◆ TASK TO CARRY OUT
Every entry must be transcribed exactly as written.

>>>

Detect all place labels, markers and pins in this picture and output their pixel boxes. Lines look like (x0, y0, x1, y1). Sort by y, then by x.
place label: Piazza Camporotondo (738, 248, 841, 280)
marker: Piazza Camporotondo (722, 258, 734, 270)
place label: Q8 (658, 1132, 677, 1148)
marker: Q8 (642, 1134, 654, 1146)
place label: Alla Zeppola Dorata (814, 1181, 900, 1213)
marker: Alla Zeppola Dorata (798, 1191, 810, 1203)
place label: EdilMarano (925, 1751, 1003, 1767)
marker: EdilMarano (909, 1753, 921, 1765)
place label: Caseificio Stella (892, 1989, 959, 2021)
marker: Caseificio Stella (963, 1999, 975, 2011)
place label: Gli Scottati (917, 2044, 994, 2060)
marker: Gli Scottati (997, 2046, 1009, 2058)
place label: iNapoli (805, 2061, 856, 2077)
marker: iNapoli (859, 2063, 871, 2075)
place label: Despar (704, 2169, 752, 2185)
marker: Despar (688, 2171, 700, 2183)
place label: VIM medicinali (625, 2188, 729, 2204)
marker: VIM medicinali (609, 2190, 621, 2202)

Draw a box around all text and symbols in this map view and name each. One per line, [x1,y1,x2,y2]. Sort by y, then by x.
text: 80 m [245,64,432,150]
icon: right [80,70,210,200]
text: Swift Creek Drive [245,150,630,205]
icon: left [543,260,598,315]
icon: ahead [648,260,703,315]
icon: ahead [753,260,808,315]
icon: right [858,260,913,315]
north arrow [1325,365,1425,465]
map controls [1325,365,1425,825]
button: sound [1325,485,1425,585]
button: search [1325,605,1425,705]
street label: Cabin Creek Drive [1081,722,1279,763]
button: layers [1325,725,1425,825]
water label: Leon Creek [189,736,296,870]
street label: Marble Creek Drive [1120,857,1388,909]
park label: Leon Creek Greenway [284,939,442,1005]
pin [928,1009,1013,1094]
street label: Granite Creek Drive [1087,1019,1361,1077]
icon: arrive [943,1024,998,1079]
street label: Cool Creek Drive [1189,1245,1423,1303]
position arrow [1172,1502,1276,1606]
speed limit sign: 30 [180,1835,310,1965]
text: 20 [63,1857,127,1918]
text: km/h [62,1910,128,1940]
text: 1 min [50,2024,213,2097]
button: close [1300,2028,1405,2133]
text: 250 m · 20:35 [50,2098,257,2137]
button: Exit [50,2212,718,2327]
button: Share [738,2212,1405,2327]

<<<

◆ ANSWER SPACE
Detect all place labels, markers and pins in this picture and output their pixel boxes. Lines look like (x0, y0, x1, y1). Sort by y, then by x.
place label: Piazza Camporotondo (738, 248, 841, 280)
marker: Piazza Camporotondo (722, 258, 734, 270)
place label: Q8 (658, 1132, 677, 1148)
marker: Q8 (642, 1134, 654, 1146)
place label: Alla Zeppola Dorata (814, 1181, 900, 1213)
marker: Alla Zeppola Dorata (798, 1191, 810, 1203)
place label: EdilMarano (925, 1751, 1003, 1767)
marker: EdilMarano (909, 1753, 921, 1765)
place label: Caseificio Stella (892, 1989, 959, 2021)
marker: Caseificio Stella (963, 1999, 975, 2011)
place label: Gli Scottati (917, 2044, 994, 2060)
marker: Gli Scottati (997, 2046, 1009, 2058)
place label: iNapoli (805, 2061, 856, 2077)
marker: iNapoli (859, 2063, 871, 2075)
place label: Despar (704, 2169, 752, 2185)
marker: Despar (688, 2171, 700, 2183)
place label: VIM medicinali (625, 2188, 729, 2204)
marker: VIM medicinali (609, 2190, 621, 2202)

Draw a box around all text and symbols in this map view and name each. One per line, [x1,y1,x2,y2]. Sort by y, then by x.
text: 80 m [245,64,432,150]
icon: right [80,70,210,200]
text: Swift Creek Drive [245,150,630,205]
icon: left [543,260,598,315]
icon: ahead [648,260,703,315]
icon: ahead [753,260,808,315]
icon: right [858,260,913,315]
north arrow [1325,365,1425,465]
map controls [1325,365,1425,825]
button: sound [1325,485,1425,585]
button: search [1325,605,1425,705]
street label: Cabin Creek Drive [1081,722,1279,763]
button: layers [1325,725,1425,825]
water label: Leon Creek [189,736,296,870]
street label: Marble Creek Drive [1120,857,1388,909]
park label: Leon Creek Greenway [284,939,442,1005]
pin [928,1009,1013,1094]
street label: Granite Creek Drive [1087,1019,1361,1077]
icon: arrive [943,1024,998,1079]
street label: Cool Creek Drive [1189,1245,1423,1303]
position arrow [1172,1502,1276,1606]
speed limit sign: 30 [180,1835,310,1965]
text: 20 [63,1857,127,1918]
text: km/h [62,1910,128,1940]
text: 1 min [50,2024,213,2097]
button: close [1300,2028,1405,2133]
text: 250 m · 20:35 [50,2098,257,2137]
button: Exit [50,2212,718,2327]
button: Share [738,2212,1405,2327]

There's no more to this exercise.